If someone is an average developer building a game or a corporate information or financial system or even a neural network implementation, if you are touching SIMD code directly you're probably approaching things in a less than optimal fashion and there are much better ways to utilize whatever features your hardware, or hardware in the future, may offer up.
Now of course, many of these transformations can be wrapped in a higher-level API (think of sums over an array, reductions, string length, string encoding, etc.) but not all of them.
Of course, multithreading also exists to improve performance, but for many tasks, it's more worth it to run it on one core without the sync overhead, especially with data-parallel algorithms where you're doing the exact same thing on all of the data and you have a fairly large dataset.
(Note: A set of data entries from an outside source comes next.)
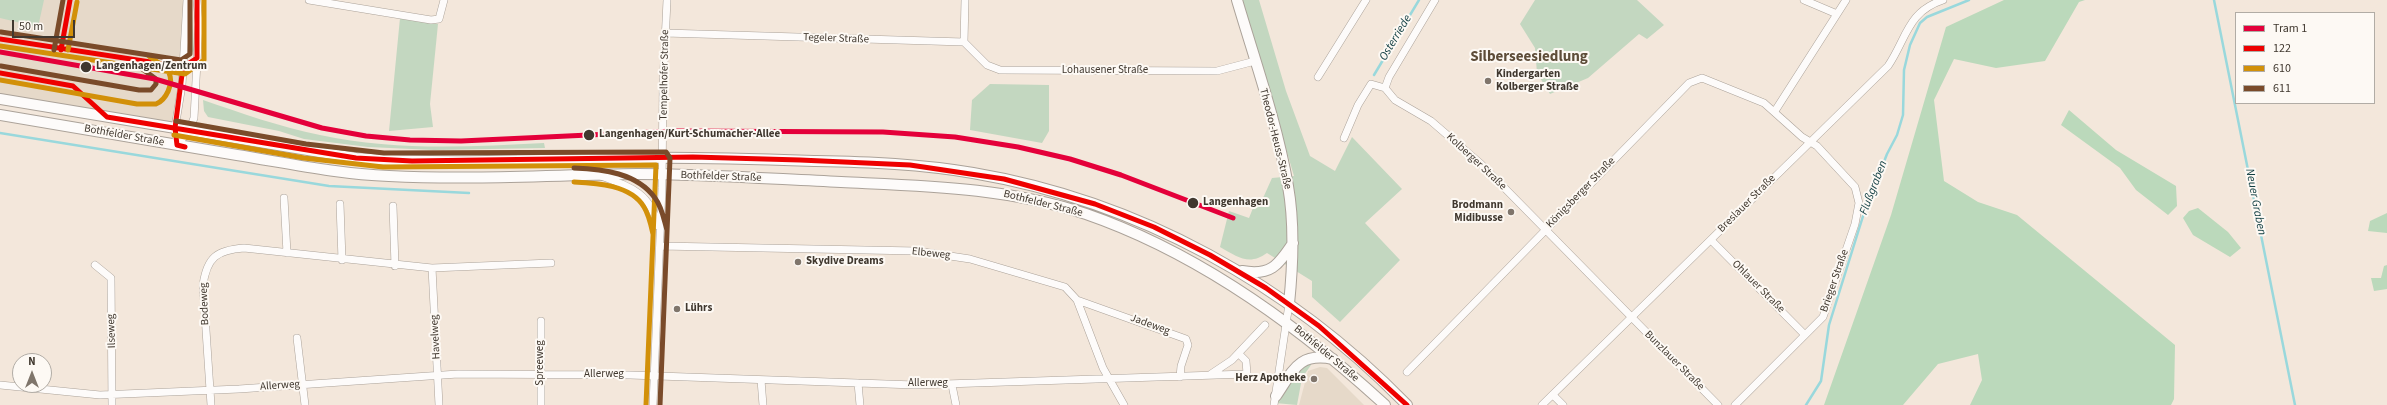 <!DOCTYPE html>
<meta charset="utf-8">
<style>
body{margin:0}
#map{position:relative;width:2387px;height:405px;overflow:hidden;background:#f3e7db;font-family:"Source Sans 3",sans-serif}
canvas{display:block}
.legend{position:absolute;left:2235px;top:12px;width:140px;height:92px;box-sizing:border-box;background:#fdf9f4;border:1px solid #b1aca5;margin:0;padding:5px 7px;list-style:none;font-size:12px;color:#40382f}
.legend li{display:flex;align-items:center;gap:8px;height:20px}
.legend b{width:20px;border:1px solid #b1aca5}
.north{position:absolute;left:12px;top:353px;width:40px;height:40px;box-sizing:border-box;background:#fdf9f4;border:1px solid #b1aca5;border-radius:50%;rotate:0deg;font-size:11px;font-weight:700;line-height:16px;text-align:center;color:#40382f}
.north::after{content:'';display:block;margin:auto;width:14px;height:18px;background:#7f756b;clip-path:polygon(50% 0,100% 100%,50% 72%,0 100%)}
.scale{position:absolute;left:12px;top:20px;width:63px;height:18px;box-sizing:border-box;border:2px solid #40382f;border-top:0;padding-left:5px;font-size:12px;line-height:14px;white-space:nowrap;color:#40382f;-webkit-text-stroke:3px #fdf9f4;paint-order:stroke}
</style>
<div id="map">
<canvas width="2387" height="405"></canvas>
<ul class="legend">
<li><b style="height:5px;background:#e4003a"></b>Tram 1</li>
<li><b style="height:5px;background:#e00"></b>122</li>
<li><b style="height:5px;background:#d29009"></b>610</li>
<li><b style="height:5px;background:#7a4b2a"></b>611</li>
</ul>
<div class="north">N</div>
<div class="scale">50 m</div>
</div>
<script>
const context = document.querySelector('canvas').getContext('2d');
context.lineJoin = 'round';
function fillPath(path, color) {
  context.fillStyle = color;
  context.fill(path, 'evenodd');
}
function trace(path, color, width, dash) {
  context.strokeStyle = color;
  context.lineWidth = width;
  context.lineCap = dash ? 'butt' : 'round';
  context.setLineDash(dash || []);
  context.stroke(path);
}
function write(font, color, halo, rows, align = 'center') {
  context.font = font + ' "Source Sans 3",sans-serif';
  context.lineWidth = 4;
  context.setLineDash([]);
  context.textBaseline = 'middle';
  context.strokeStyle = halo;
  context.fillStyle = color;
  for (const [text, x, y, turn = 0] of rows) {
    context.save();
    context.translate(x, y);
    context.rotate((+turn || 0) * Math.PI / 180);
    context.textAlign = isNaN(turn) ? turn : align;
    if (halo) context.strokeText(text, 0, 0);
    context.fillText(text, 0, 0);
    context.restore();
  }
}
fillPath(new Path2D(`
 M0,0H187L175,128L0,99Z
 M1320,367L1327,368L1364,405H1299L1308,371Z`), '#e6d9c9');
fillPath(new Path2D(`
 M0,0H44L38,27L0,18Z
 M1242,0H1259L1286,91L1310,156L1335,171L1352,137L1402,189L1365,223L1400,260L1340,322L1312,297V281L1267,253C1249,266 1238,257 1220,247L1229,211L1249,218L1253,208L1259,207L1272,178L1294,176Z
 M1535,0H1637L1664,25L1647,39L1639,34L1588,78L1550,94L1537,73L1535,48L1520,24Z
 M192,15L194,50L190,56Z
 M400,18L438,24L430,104L433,127L389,131Z
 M990,84L1049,85V131L1042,143L970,130L972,100Z
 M203,100C241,113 280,127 320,135C393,151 469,147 544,143L545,148L434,150L368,147L304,139L279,131L208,117L204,111Z
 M1308,358L1311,365L1302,378L1297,405L1275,403Z`), '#c3d7c0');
fillPath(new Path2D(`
 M2004,0H2085L2079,2L2045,61L1996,68L1954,59L1934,100L1944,181L1978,202L2017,215L2175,345L2174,399L2171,405H1970L1982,380L1978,354L1938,364L1903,405H1824L1891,215L1946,27Z
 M2069,110L2116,150L2176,186L2177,206L2168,215L2136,190L2120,168L2061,125Z
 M2198,208L2228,232L2241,248L2230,257L2193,235L2183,218L2189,211Z
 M2387,213V233L2368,231L2370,221Z
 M2387,265V289L2374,291L2371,278H2381L2384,266Z`), '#bbd9bb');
trace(new Path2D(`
 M2214,0L2295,405
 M1374,75L1419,0
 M0,133L329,186L469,193
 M1806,405L1821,381L1829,325L1864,213L1887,154L1897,135L1903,115L1904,70L1910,45L1920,23L1927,17L1969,0`), '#99d8dc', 2.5);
const street = new Path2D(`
 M309,0L431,20L439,19L444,0
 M1435,0L1389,77L1385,88L1395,100L1431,121L1481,164L1718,405
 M1804,0L1837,14
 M665,33L964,42
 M964,42L987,65L1000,70L1217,71L1255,61
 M964,42L965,0
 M1318,77L1366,0
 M1775,111L1846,0
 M1344,138L1358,105L1371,84L1385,88
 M177,145L189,131L194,118L199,24L197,0
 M177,145L175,128L182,85L187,0
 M601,176C631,187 650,193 658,226
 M284,198L287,253
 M340,204L342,260
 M393,206L395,266
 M1711,240L1805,335
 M660,246L917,251L970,259L1065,287L1077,300L1103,368L1124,405
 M95,265L111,278L112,405
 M432,268L439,405
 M1077,300L1186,339L1188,345L1181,366L1180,377
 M297,338L305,405
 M1407,372L1689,83L1702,78L1764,103L1802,137L1817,146L1855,187L1859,203L1855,224L1823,317L1735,405
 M1211,374L1232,360L1265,325
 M761,380L763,405
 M858,383L860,405
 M0,385L100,395L239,389L458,374L630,375L915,385L1247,374L1246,361L1239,354
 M952,385L956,405
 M1553,395L1563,405
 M211,405L203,285C207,257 217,250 244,248L432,268L551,263
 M541,405V321
 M653,405L662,188L663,85L667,0
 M1274,405L1289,304
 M1542,405L1888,66C1907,38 1907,12 1943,0`);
const secondary = new Path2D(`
 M1237,0C1255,61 1277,123 1288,186C1295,225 1293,265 1289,304
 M0,99L356,158C449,165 543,159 637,158C697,157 756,159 816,161C869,162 921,164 973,173C1139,201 1290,285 1407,405
 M0,115C79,129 158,142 237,155C287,163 338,174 389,176C471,180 554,175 637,174C705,174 773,179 841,182C924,186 1006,187 1086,214C1199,253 1298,325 1385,405
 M1242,271C1270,276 1278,266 1293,243
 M1276,396C1293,371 1298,352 1333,359`);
trace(street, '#aba299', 8);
trace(secondary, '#aba299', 12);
trace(street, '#fdfbfa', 7);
trace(secondary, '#fdfbfa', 10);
trace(new Path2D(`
 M0,39L183,67
 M61,50L70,0
 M183,67L175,128L177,145L185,147
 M183,67L197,58V0
 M0,73L73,86L107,117L356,158L412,161L693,157L800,160L910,165L1004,179L1095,204L1154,227L1210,255L1266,288L1319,326L1407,405`), '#e00', 5);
trace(new Path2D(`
 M0,46L185,74L204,60V0
 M68,50L77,2
 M0,80L137,104H156C166,100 174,84 169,73C167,67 155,61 149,56
 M174,135L304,158L383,167L656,165L646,405
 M574,182C597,183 631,185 644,207C649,215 651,225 653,234`), '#d29009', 5);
trace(new Path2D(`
 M1,32L181,60L190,54V0
 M54,50L63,0
 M1,66L139,90H151L156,84V79L141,68
 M176,121L306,144L384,153L666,152L670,158L660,405
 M574,168C603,169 637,173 655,198C662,207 664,220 667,230`), '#7a4b2a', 5);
trace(new Path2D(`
 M0,52L155,79L322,128L366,136L410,140L461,141L674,131L883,132L955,137L1018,147L1070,159L1121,175L1233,218`), '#e4003a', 5);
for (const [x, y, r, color] of [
 [86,67,6,"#40382f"],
 [1488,81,4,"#7f756b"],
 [589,135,6,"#40382f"],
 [1193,203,6,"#40382f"],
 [1511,212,4,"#7f756b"],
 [798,262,4,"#7f756b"],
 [677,309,4,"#7f756b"],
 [1314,379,4,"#7f756b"]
]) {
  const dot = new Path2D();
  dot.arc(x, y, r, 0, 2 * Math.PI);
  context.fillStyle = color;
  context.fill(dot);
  trace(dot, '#fdf9f4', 1.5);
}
write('11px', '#40382f', '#fdf9f4', [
 ["Tegeler Straße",836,39,2],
 ["Lohausener Straße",1105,71],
 ["Tempelhofer Straße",665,75,-89],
 ["Bothfelder Straße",124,136,10],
 ["Theodor-Heuss-Straße",1275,139,76],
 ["Kolberger Straße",1476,162,43],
 ["Bothfelder Straße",721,177,2],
 ["Königsberger Straße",1581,193,-46],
 ["Bothfelder Straße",1043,204,14],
 ["Breslauer Straße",1747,204,-45],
 ["Elbeweg",931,254,6],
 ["Brieger Straße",1835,281,-71],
 ["Ohlauer Straße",1758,287,45],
 ["Bodeweg",205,304,-92],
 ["Jadeweg",1150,325,20],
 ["Ilseweg",112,331,-92],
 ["Havelweg",436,337,-93],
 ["Bothfelder Straße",1326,354,40],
 ["Bunzlauer Straße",1674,361,45],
 ["Spreeweg",541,363,-90],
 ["Allerweg",604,375],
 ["Allerweg",928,384],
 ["Allerweg",280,386,-4]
]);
write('bold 11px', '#40382f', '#fdf9f4', [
 ["Langenhagen/Zentrum",96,67],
 ["Langenhagen/Kurt-Schumacher-Allee",599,135],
 ["Langenhagen",1203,203]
], 'left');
write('bold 11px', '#40382f', '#fdf9f4', [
 ["Kindergarten",1496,75],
 ["Kolberger Straße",1496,88],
 ["Brodmann",1503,206,"right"],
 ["Midibusse",1503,219,"right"],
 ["Skydive Dreams",806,262],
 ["Lührs",685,309],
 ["Herz Apotheke",1306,379,"right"]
], 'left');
write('italic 12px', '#0f3d41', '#fdf9f4', [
 ["Osterriede",1396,38,-59],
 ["Flußgraben",1874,188,-69],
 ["Neuer Graben",2255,202,79]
]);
write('bold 15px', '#5e4d39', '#fdf9f4', [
 ["Silberseesiedlung",1529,58]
]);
</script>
Or even better, you can combine the two, partition the data between multiple cores into a few small sets then use a SIMD "kernel" to process it. With extremely embarrassingly parallel problems, you can achieve 1000x speedups this way, not exaggerating. A typical speedup is much smaller but still, using your machine well can easily produce an order-of-magnitude difference in performance. If you read up on ISPC benchmarks, you'll find that for even any kind of existing, very branchy and not SIMD-friendly code, they regularly had a free 4x speedup without changing the behaviour or the result of the program.
Seriously, it's not that if you use SIMD-powered libraries then you're set for performance, if you have a holistic view of your system's performance, you can do really amazing things.
[1]: https://simd.info/c_intrinsic/_mm256_permute_pd [2]: https://www.felixcloutier.com/x86/vpermilpd [3]: https://officedaytime.com/simd512e/simdimg/si.php?f=vpermilp... [4]: https://www.intel.com/content/www/us/en/docs/intrinsics-guid...
RISC-V and wasm are hosted here: https://dzaima.github.io/intrinsics-viewer/
You need to download it your self if you want to use the others.
We would actually like to include more information, but our goal is to complement the official documentation not replace it. We actually provide links to Felix Cloutier's and Intel sites anyway, same for Arm and Power, where we can.
The biggest problem is the generation of the diagrams, we're investigating some way to generate these diagrams in a common manner for all architectures, but this will take time.